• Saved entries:
>>>>>

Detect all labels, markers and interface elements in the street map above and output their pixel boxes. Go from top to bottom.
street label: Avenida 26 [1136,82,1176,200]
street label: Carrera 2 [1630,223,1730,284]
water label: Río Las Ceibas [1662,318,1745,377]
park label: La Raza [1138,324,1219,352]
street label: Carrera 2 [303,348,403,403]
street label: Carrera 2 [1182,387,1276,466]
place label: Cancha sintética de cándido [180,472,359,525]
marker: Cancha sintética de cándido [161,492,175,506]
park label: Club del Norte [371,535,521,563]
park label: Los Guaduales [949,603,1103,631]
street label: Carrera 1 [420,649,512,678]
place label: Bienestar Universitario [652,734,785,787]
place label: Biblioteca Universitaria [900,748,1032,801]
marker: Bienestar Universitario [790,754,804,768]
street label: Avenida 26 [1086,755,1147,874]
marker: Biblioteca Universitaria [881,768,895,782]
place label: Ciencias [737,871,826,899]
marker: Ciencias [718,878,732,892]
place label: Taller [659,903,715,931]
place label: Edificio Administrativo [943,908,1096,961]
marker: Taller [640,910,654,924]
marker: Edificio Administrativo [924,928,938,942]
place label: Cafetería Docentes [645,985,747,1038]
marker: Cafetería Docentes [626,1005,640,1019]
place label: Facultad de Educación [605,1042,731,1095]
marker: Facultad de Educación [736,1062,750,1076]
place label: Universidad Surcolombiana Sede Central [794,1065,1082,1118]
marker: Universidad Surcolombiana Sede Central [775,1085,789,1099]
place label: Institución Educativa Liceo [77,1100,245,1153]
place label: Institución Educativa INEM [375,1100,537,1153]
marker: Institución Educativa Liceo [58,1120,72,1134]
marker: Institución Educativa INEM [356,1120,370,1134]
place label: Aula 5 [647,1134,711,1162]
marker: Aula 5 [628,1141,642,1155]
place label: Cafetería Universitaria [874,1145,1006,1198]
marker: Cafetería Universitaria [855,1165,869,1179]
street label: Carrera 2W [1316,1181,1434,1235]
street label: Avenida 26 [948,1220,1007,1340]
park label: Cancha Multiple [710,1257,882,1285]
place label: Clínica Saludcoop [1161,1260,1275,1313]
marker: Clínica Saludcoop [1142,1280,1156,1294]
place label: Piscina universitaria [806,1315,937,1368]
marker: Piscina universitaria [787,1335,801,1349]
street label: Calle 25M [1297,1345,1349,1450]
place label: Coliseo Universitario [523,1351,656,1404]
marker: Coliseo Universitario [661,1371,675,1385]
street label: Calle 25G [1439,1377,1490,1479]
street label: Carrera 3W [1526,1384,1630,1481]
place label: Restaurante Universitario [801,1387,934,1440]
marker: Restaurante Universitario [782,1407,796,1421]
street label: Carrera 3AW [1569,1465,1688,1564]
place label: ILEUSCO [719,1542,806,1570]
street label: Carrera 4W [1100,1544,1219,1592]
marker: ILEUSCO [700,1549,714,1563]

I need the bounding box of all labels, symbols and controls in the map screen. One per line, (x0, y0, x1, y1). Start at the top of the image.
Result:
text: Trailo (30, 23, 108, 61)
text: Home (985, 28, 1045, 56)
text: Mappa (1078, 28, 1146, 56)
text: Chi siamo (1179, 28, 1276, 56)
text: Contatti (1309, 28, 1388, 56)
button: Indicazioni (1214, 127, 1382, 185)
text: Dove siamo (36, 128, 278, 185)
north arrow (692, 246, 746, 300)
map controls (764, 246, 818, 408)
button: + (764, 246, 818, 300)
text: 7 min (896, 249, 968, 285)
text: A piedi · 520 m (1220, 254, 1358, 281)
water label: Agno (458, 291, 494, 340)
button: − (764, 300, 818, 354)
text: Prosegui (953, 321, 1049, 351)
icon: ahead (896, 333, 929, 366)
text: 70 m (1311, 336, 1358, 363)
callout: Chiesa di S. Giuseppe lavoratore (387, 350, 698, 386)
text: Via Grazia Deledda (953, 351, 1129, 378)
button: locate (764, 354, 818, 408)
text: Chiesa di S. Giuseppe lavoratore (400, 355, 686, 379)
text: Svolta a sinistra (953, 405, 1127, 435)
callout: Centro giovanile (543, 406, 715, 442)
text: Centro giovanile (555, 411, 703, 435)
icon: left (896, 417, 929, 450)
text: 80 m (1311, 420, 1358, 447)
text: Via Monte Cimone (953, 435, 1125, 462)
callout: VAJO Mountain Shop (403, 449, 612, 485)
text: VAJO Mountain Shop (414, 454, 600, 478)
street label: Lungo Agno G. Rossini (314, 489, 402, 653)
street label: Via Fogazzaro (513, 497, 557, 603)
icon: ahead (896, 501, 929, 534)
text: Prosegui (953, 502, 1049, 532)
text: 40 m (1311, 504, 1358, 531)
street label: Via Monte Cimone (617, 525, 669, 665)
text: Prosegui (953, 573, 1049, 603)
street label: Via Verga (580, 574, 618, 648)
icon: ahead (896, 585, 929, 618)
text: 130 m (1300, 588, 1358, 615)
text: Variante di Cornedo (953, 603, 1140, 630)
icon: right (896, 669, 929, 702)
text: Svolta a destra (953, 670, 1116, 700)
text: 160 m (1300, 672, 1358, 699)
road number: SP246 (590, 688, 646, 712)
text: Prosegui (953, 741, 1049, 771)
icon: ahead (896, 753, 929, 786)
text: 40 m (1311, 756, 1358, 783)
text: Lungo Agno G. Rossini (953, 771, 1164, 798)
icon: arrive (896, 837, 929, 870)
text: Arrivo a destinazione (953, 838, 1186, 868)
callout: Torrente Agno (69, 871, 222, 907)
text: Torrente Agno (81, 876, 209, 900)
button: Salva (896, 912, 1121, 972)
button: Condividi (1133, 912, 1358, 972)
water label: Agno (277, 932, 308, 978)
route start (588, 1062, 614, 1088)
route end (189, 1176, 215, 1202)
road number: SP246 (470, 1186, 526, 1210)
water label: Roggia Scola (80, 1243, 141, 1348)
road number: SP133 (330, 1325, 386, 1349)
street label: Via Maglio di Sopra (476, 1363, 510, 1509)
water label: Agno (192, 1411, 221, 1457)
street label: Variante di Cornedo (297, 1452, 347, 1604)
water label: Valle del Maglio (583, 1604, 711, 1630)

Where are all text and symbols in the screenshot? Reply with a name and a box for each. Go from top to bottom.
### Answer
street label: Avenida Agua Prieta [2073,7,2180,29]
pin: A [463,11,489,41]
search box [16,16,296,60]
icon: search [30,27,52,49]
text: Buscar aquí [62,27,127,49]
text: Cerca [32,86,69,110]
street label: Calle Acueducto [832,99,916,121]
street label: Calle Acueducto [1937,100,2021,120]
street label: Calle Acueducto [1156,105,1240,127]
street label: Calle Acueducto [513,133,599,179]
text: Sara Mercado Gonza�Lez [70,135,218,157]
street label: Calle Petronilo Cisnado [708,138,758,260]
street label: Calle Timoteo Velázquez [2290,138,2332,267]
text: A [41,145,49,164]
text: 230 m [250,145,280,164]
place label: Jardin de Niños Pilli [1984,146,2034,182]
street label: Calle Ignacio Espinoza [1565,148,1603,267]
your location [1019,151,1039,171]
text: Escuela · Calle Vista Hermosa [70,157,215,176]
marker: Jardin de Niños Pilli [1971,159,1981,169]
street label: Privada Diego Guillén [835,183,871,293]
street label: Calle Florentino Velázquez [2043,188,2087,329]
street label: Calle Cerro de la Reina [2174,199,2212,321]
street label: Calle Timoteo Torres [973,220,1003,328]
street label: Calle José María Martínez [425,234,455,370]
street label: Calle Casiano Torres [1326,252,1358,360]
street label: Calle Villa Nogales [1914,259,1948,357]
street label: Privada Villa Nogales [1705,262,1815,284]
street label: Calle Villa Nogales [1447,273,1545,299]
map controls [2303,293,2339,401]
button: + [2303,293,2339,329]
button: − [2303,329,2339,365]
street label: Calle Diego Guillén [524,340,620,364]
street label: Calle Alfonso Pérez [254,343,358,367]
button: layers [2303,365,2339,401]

<<<<<

• Exercise details: Retrieve every line above holding the word "Institución".

• Exercise answer:
place label: Institución Educativa Liceo [77,1100,245,1153]
place label: Institución Educativa INEM [375,1100,537,1153]
marker: Institución Educativa Liceo [58,1120,72,1134]
marker: Institución Educativa INEM [356,1120,370,1134]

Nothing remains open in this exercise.